Я встал со складного креслица, которое жалобно всхлипнуло. Точно так же, как генерал-лейтенант Комитета Государственной Безопасности. Оказавшаяся живой женщиной. Очень старой, очень одинокой. И всё, что я мог сделать — это склониться над ней, обнимая за плечи. Стараясь поделиться теплом, любовью, благодарностью. Чем-то, что могло хоть немного заглушить её лютую боль, мучившую уже больше века. Авдотья Романовна Гневышева-Круглова вцепилась в мои руки так, будто падала с вершины, или её утягивало в омут чёрным водоворотом. И зарыдала, как, наверное, никогда до сих пор. Поднялись и обняли нас обоих мёртвые старик со старухой. Гости в чужой могиле.

Глава 13

Время на сборы

Сколько так простояли вокруг затихшей уже бабы Дуни — не знаю. Казалось, само Время остановилось, давая нам себя. Чтобы лишний раз вздохнуть, провести ладонью по спине, плечу или руке, заглянуть в мокрые прозрачно-серые глаза и улыбнуться, пытаясь поддержать. Попытаться улыбнуться.

Когда расселись обратно по коралловым шезлонгам, неожиданным в древнем склепе, как, впрочем, и всё остальное, помолчали ещё некоторое время. Будто давая возможность улечься, чуть успокоиться тому цунами чужих эмоций. Которым, как я был совершенно уверен, нельзя было не сочувствовать, не сопереживать. При всей так долго культивируемой фирменной Петелинской душности.

— Дед Володя, сколько по статистике требуется переносов для выполнения подобного задания при моём опыте? — от звука моего голоса не вздрогнули в могиле, кажется, только стены. И я.

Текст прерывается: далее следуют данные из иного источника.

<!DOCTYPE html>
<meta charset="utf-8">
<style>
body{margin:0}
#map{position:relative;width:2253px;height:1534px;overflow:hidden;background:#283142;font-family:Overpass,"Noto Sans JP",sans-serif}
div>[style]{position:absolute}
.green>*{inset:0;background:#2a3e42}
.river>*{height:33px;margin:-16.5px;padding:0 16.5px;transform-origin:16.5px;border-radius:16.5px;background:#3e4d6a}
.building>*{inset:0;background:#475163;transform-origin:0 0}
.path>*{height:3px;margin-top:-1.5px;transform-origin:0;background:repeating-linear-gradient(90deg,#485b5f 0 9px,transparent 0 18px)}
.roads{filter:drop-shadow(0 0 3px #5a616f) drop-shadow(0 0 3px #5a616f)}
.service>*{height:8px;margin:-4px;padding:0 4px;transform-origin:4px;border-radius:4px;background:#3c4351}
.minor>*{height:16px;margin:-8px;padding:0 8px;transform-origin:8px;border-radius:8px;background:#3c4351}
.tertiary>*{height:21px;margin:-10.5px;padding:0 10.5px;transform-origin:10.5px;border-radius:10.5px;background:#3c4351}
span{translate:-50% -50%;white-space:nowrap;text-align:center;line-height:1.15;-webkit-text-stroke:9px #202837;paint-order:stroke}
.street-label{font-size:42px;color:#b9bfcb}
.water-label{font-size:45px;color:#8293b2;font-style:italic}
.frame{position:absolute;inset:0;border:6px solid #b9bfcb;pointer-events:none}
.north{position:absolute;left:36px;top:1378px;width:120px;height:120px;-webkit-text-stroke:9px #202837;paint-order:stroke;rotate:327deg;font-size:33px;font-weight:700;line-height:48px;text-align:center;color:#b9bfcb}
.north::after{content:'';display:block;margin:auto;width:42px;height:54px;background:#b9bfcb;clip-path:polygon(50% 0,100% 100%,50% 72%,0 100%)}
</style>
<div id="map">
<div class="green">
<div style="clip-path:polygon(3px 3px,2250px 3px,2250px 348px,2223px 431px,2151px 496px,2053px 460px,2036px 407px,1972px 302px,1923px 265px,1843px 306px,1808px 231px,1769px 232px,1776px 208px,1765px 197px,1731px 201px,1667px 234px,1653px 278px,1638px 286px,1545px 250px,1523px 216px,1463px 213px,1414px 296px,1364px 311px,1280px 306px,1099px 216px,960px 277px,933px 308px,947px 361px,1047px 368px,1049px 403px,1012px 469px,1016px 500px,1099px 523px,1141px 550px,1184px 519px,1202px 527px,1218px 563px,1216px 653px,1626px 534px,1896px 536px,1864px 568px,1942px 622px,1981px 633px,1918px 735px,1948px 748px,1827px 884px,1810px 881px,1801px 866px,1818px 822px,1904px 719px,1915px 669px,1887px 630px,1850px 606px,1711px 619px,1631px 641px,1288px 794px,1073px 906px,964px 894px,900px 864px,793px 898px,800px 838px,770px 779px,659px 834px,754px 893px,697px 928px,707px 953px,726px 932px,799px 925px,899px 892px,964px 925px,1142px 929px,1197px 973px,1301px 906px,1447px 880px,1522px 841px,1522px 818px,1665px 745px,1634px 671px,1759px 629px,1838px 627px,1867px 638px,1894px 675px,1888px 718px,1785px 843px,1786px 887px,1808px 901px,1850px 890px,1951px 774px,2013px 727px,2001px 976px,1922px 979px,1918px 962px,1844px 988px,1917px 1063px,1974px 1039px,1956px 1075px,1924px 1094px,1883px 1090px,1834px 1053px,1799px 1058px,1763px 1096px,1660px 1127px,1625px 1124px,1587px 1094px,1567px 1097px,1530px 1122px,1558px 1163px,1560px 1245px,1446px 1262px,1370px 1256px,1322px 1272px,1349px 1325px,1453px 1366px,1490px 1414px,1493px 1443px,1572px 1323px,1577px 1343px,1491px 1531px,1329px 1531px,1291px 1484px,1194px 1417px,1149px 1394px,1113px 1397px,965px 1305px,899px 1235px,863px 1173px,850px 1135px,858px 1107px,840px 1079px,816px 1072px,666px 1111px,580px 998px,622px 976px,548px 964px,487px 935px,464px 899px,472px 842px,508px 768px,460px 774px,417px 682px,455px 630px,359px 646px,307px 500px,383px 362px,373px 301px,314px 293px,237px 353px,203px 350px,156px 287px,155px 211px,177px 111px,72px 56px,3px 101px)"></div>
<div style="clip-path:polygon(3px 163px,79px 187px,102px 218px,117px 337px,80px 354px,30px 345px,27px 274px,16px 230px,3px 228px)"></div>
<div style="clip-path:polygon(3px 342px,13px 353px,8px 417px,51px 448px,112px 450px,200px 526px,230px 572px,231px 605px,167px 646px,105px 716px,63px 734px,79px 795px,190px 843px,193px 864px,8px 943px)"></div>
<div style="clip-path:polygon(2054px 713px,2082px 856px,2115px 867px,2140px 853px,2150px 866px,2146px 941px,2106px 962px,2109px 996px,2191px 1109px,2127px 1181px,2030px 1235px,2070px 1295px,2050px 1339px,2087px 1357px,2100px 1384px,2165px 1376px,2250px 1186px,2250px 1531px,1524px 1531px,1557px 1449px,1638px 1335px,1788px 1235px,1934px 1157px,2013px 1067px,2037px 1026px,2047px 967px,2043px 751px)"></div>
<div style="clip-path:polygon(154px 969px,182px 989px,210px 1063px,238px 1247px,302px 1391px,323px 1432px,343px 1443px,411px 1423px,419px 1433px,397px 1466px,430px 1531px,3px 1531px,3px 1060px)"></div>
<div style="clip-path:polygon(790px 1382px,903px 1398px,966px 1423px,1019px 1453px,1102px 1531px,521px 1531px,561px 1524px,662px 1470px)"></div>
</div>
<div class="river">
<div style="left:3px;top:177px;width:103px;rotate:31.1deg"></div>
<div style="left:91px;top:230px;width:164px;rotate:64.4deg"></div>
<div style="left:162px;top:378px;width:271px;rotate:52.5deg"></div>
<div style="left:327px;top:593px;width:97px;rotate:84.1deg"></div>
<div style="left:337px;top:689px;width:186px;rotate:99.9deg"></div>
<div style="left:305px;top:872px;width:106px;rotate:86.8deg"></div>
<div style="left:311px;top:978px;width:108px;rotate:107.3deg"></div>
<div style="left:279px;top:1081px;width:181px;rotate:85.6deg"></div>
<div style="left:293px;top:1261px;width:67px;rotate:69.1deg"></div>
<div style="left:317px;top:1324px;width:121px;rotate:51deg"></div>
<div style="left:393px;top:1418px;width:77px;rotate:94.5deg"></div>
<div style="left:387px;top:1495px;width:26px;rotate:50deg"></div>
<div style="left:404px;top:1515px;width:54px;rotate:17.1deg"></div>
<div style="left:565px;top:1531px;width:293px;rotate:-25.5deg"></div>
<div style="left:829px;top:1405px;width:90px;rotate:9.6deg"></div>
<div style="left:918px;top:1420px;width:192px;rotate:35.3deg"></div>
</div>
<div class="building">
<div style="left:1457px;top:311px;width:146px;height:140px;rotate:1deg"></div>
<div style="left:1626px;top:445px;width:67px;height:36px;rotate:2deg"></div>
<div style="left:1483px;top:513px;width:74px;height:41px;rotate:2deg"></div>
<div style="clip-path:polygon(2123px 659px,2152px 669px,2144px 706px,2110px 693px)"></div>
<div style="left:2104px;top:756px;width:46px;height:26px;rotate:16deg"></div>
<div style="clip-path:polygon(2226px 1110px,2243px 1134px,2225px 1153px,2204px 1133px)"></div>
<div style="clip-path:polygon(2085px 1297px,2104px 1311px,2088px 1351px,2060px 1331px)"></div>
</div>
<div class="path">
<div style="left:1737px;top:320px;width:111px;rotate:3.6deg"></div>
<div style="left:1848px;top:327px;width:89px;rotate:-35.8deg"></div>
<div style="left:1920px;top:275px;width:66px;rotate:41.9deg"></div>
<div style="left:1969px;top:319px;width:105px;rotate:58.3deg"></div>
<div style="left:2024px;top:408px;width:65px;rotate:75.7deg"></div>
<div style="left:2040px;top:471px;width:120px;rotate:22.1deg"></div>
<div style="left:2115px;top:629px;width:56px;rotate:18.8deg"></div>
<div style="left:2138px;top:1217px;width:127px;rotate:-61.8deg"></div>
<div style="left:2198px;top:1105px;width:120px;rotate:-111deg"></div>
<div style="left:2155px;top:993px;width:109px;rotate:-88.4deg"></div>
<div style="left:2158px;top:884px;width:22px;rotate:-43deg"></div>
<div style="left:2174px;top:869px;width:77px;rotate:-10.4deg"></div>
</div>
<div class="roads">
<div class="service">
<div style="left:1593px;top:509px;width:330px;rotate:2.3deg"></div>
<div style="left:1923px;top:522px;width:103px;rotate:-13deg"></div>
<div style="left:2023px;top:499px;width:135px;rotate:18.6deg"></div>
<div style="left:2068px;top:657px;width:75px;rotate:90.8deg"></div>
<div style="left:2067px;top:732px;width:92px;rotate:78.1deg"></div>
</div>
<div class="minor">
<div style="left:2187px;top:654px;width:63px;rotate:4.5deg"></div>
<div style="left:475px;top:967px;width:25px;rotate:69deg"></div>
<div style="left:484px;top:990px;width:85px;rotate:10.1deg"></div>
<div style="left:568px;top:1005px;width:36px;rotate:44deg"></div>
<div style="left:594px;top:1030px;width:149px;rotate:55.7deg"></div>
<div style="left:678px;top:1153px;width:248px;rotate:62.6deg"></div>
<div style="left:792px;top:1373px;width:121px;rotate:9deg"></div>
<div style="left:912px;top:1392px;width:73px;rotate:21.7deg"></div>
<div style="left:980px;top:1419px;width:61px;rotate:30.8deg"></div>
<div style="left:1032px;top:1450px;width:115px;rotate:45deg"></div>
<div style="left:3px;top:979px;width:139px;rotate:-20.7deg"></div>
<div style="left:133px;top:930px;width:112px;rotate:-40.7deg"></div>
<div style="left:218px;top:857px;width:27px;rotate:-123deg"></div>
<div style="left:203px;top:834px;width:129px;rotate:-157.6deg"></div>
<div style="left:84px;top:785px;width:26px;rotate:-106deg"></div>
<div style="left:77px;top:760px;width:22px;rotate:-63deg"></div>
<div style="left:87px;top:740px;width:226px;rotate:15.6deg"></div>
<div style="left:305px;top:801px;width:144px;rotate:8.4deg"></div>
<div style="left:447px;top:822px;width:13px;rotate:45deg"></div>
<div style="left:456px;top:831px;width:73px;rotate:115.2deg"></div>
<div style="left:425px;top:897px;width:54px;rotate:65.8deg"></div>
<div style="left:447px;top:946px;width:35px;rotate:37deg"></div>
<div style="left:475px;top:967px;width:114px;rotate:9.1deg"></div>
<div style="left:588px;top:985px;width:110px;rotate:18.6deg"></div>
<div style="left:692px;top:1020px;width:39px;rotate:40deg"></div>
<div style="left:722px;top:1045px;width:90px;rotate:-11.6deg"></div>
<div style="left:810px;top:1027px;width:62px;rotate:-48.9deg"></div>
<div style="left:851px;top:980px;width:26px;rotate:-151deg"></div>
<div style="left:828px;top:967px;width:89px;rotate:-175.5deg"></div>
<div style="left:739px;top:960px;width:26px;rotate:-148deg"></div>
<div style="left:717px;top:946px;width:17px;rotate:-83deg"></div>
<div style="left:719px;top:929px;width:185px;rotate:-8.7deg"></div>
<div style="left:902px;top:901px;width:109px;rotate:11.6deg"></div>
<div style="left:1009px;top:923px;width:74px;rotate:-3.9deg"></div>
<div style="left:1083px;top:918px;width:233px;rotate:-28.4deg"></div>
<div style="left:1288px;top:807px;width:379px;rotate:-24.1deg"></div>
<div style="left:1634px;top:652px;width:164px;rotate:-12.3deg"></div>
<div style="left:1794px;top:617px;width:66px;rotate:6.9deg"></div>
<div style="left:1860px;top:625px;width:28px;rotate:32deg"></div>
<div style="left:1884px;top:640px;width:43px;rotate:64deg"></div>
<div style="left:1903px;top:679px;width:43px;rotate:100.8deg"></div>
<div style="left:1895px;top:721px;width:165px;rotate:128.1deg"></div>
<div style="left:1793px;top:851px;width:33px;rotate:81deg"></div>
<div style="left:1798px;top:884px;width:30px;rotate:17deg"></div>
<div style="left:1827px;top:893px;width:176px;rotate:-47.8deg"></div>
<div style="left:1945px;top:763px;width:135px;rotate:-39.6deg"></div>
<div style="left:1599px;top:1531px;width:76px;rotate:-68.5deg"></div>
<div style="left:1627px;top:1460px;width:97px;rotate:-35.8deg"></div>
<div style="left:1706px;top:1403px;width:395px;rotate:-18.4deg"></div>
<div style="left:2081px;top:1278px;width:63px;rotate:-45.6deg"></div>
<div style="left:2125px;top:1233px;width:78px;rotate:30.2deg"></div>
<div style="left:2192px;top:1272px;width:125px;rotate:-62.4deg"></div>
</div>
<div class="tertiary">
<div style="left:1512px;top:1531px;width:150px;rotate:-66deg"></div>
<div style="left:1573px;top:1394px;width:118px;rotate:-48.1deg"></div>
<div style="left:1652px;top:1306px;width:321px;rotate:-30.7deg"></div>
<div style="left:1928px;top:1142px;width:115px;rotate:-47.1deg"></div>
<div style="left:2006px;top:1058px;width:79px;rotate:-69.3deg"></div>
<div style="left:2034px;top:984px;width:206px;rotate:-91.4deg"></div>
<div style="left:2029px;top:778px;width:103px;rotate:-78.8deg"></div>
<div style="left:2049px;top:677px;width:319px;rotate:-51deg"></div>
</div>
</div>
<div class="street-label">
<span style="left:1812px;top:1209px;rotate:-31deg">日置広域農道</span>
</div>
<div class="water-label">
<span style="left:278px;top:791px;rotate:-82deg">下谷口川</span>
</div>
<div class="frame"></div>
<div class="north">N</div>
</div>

— От пяти до девяти, Миша, — через некоторое время отозвался старик, сжимавший обеими руками бороду. Смотревший на мёртвый неподвижный свет кемпингового фонаря на столике.

Желтовато-оранжевый, такой свет обычно называют тёплым. Могу сказать с уверенностью: в этом ничего тёплого не было. Хотя, чего я хотел, сидя в склепе, среди покойников? Пусть и говорящих. Тем более говорящих.

— Нормальный расклад. Два шанса при хреновом сценарии. В два раза лучше, чем ничего, бабуль. Выше нос, прорвёмся, — начиналась эта фраза без уверенности. Наина Иосифовна из театрального кружка вряд ли была бы довольна. Но вот завершить удалось вполне убедительно. И я увидел, как поднимается подбородок и расправляются плечи товарища прабабушки.

— Не передумал, что ли, внучок? — уточнила она каким-то скрипучим тоном, утирая последние слёзы невесть откуда взявшимся платочком. Кажется, даже кружевным.

— Я, бабуль, обычно очень много чего передумываю. Но только до того, как говорю. И я уже сказал: «готов!». Пионером не был, разминулись мы с пионерией, но зато потом жизнь долго и крайне убедительно учила меня отвечать за свои слова. Так что отставить сомнения, товарищ Круглова!